**Exercise:** Wherever the string "sheet" appears in the entries below, return the line that holds it.
________________
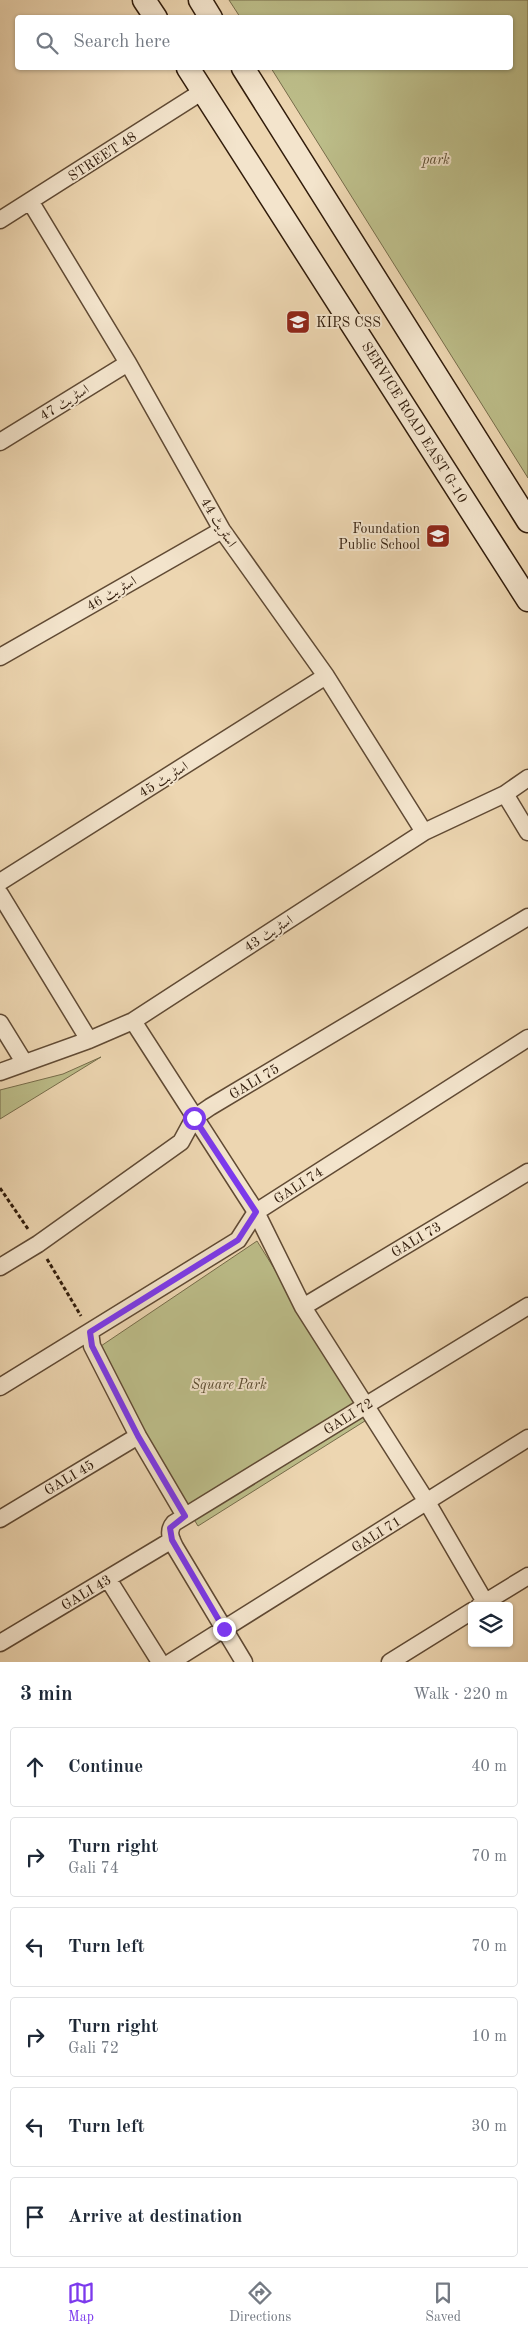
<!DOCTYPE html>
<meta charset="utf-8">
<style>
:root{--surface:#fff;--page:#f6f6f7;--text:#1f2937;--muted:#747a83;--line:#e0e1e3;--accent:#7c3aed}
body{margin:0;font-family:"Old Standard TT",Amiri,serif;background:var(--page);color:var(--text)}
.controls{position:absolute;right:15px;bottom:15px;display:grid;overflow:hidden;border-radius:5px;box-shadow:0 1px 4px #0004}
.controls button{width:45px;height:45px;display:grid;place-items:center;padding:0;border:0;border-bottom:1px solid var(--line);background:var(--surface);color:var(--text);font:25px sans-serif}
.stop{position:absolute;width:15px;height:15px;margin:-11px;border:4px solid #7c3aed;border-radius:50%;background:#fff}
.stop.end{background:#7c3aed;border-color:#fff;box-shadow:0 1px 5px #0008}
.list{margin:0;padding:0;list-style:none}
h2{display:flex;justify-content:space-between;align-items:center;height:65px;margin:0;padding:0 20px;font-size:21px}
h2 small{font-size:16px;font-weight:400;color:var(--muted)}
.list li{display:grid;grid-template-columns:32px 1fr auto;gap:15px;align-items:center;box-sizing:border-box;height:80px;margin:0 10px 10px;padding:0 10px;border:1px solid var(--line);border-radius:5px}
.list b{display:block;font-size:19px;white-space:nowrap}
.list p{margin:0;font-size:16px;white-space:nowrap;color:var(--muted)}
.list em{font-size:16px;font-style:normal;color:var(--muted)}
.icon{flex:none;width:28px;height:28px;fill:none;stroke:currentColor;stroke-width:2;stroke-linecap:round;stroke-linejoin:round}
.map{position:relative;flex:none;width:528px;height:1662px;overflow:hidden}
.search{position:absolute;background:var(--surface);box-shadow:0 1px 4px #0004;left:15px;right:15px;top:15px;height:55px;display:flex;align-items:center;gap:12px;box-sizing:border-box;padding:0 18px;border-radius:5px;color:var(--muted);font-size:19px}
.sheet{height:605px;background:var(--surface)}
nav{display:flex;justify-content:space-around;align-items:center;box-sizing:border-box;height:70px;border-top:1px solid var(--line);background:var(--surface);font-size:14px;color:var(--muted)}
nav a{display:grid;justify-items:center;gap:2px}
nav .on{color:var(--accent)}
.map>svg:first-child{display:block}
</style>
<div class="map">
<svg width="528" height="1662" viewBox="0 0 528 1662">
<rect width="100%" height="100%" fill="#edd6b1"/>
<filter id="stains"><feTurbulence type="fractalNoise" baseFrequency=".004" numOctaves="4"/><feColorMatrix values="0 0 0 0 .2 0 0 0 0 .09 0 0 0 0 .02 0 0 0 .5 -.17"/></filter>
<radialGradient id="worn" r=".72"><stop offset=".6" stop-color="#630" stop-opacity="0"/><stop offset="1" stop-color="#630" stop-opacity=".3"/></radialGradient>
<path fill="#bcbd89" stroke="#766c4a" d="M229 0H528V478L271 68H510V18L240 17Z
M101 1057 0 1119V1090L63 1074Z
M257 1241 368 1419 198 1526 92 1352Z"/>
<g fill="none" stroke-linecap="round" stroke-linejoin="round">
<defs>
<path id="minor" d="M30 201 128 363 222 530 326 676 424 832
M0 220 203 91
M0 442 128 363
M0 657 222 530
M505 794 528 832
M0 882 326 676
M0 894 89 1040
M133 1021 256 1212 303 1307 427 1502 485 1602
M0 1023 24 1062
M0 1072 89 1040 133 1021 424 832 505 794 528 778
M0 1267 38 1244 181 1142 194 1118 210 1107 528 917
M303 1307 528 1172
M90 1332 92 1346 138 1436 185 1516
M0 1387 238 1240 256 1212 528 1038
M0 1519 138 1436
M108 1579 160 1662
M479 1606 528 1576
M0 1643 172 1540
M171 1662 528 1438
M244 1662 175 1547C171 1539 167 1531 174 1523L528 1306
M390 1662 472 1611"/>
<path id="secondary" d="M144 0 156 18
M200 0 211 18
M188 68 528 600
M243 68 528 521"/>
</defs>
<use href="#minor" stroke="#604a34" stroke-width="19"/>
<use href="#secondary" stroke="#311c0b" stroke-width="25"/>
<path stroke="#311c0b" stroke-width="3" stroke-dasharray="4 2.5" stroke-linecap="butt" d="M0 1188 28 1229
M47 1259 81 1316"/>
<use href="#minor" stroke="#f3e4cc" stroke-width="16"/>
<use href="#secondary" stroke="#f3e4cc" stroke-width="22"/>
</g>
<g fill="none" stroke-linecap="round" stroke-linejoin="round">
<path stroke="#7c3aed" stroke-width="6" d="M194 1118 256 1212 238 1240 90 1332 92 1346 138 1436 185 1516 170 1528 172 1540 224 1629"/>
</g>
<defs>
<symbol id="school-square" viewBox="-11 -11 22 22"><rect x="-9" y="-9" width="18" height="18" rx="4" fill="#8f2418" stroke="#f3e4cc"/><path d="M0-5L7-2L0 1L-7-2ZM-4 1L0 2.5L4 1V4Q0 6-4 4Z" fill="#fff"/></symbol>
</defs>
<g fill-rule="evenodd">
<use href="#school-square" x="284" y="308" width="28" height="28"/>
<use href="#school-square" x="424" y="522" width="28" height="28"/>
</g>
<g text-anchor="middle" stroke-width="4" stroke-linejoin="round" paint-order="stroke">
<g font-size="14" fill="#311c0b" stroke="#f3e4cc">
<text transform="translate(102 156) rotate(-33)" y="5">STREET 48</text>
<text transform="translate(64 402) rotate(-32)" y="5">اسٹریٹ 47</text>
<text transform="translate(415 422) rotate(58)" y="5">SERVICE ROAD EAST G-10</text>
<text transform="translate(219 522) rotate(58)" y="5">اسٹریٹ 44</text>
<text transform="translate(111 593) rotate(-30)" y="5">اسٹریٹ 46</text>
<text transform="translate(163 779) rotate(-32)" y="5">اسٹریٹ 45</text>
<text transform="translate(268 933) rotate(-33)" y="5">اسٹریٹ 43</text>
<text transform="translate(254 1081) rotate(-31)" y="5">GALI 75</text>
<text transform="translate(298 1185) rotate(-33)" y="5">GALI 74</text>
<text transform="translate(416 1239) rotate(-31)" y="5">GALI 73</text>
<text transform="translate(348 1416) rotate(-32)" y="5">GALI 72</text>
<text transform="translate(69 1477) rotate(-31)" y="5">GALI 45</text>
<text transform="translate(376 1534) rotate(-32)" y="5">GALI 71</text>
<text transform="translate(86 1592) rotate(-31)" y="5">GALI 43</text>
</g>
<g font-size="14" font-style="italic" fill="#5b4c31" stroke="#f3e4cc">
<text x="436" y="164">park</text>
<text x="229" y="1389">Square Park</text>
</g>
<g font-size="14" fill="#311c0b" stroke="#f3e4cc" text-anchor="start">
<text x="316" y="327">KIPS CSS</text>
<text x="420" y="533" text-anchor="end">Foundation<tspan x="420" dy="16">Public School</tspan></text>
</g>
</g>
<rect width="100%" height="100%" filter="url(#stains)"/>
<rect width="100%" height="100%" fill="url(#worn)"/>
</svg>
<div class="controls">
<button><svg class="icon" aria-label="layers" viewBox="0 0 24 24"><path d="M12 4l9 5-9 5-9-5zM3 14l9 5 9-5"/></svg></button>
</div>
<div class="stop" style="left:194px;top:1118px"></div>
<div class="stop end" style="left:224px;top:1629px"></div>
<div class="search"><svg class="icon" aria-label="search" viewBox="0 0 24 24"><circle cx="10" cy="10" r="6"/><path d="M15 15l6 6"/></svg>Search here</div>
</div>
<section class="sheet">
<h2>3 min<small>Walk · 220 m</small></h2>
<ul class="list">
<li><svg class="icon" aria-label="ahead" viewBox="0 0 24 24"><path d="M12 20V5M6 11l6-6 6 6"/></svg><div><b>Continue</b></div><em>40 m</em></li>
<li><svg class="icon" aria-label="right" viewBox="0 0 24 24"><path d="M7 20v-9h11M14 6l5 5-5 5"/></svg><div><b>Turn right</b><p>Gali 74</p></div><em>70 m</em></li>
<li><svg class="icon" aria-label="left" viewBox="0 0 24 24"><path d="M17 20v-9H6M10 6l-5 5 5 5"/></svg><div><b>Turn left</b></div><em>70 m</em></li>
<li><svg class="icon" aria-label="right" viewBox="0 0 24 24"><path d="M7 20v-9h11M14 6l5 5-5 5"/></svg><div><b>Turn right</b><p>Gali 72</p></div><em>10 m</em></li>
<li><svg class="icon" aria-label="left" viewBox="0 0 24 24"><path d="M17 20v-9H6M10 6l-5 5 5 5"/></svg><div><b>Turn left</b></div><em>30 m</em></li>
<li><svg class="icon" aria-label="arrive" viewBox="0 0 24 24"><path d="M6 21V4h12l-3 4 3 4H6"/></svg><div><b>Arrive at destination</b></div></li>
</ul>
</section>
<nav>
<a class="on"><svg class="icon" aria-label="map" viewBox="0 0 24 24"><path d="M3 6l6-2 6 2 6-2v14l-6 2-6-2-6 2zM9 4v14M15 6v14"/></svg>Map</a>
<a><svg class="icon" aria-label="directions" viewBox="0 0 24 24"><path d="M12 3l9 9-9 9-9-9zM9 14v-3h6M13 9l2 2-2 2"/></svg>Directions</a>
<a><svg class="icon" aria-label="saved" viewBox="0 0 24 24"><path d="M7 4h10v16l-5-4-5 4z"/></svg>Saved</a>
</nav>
________________
**Answer for this exercise:**
.sheet{height:605px;background:var(--surface)}
<section class="sheet">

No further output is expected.